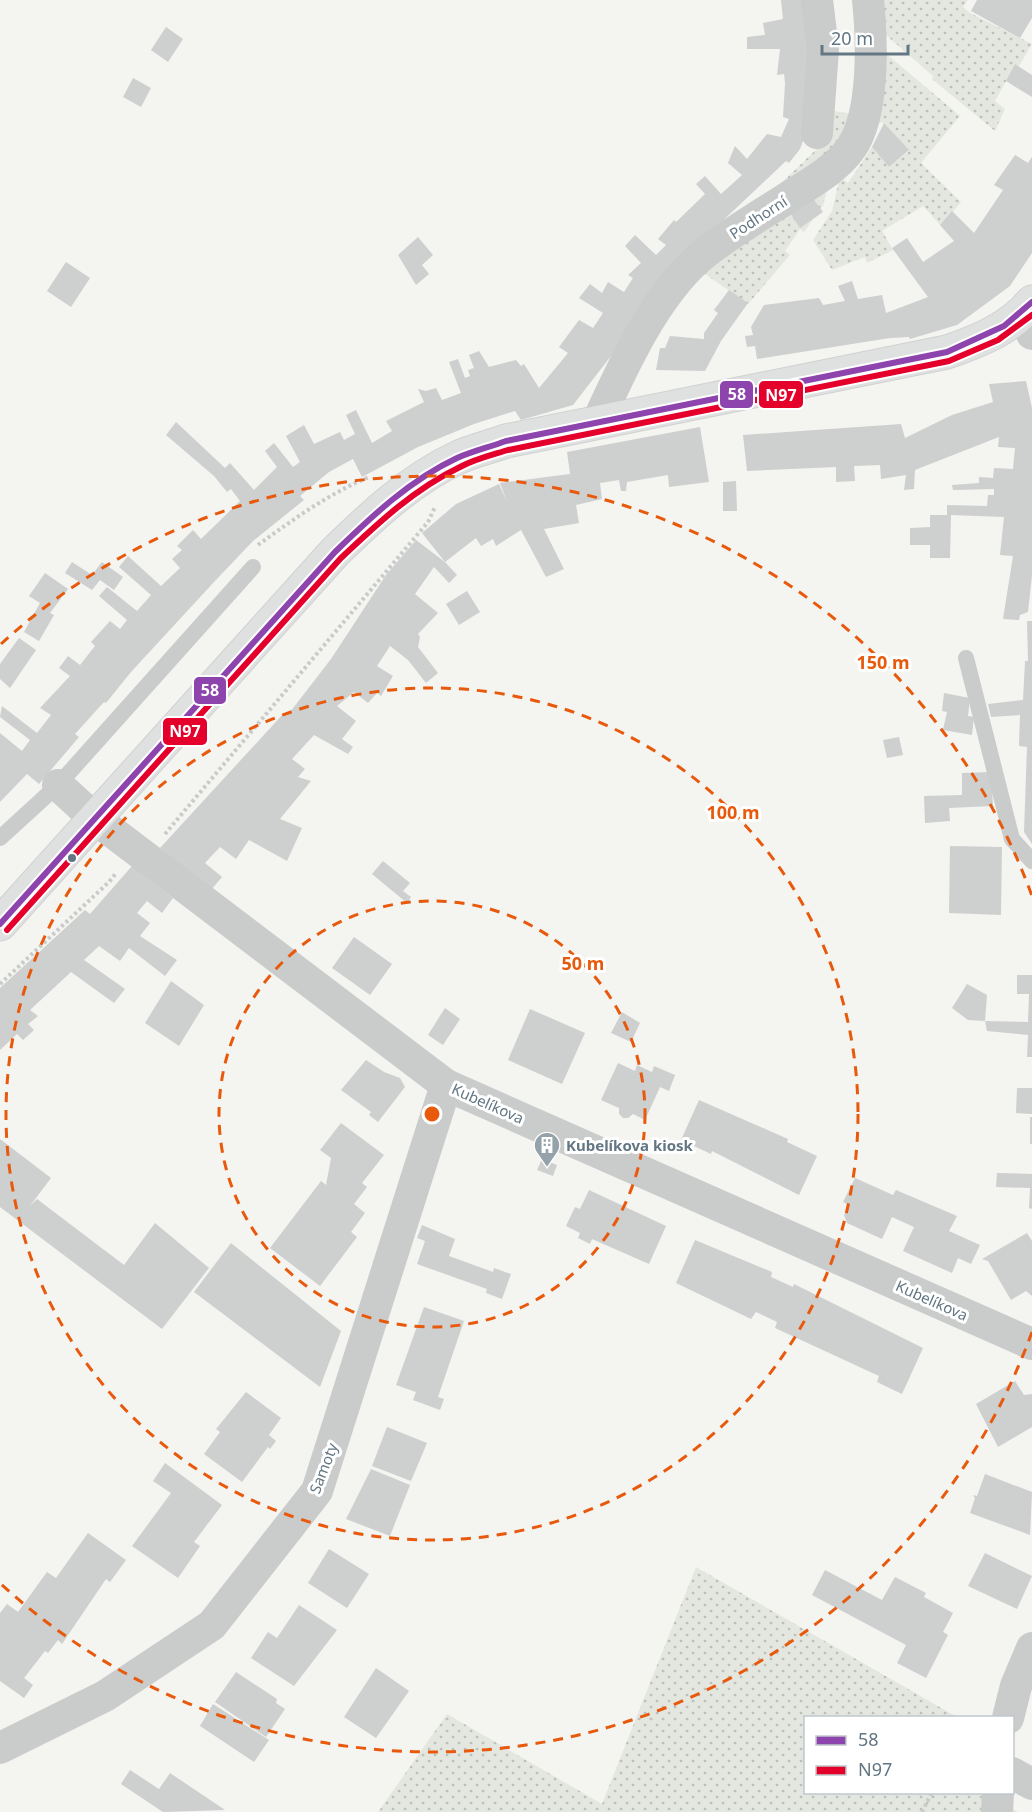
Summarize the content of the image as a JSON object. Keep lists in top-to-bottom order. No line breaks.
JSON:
{"streets":{"street":["Podhorní","Kubelíkova","Samoty"]},"crossings":[["Kubelíkova","Samoty"]],"places":{"building":["Kubelíkova kiosk"]},"lines":["transit line 58","transit line N97"],"legend":["58","N97"],"scale_bar":"20 m","rings":["150 m","100 m","50 m"]}
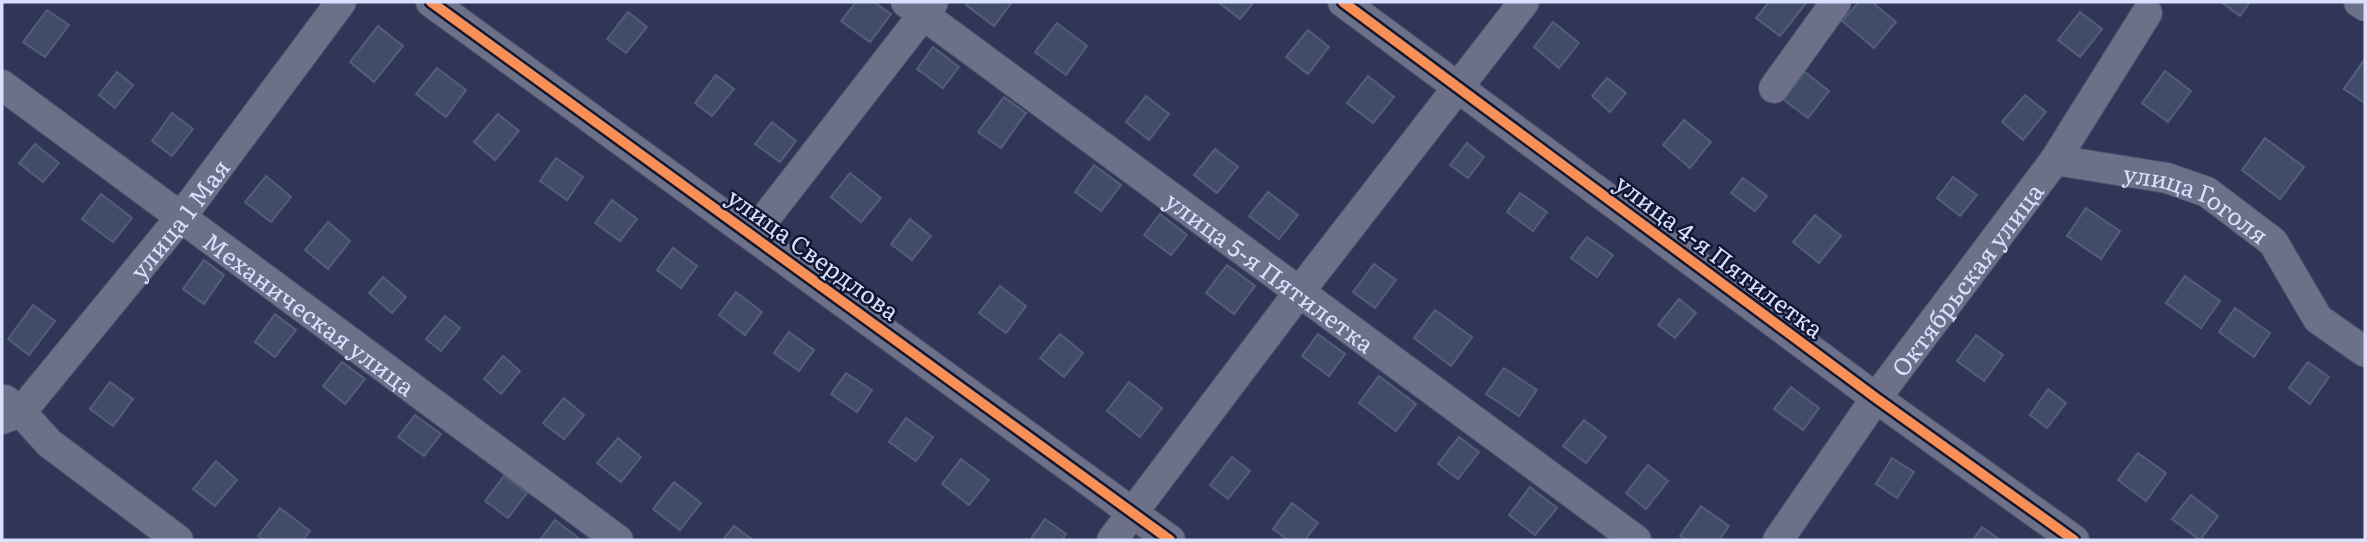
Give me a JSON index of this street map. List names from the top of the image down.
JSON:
{
  "streets": {
    "street": [
      "улица Гоголя",
      "улица 1 Мая",
      "улица Свердлова",
      "улица 4-я Пятилетка",
      "улица 5-я Пятилетка",
      "Октябрьская улица",
      "Механическая улица"
    ]
  },
  "crossings": [
    ["улица Гоголя", "Октябрьская улица"],
    ["улица 1 Мая", "Механическая улица"],
    ["улица 4-я Пятилетка", "Октябрьская улица"]
  ]
}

-*-

WORK ORDER -
Retype the line containing "Give me a JSON" and each line after it through the end of the listing, exactly, leaving out everything else.

ANSWER TO THIS TASK -
Give me a JSON index of this street map. List names from the top of the image down.
JSON:
{
  "streets": {
    "street": [
      "улица Гоголя",
      "улица 1 Мая",
      "улица Свердлова",
      "улица 4-я Пятилетка",
      "улица 5-я Пятилетка",
      "Октябрьская улица",
      "Механическая улица"
    ]
  },
  "crossings": [
    ["улица Гоголя", "Октябрьская улица"],
    ["улица 1 Мая", "Механическая улица"],
    ["улица 4-я Пятилетка", "Октябрьская улица"]
  ]
}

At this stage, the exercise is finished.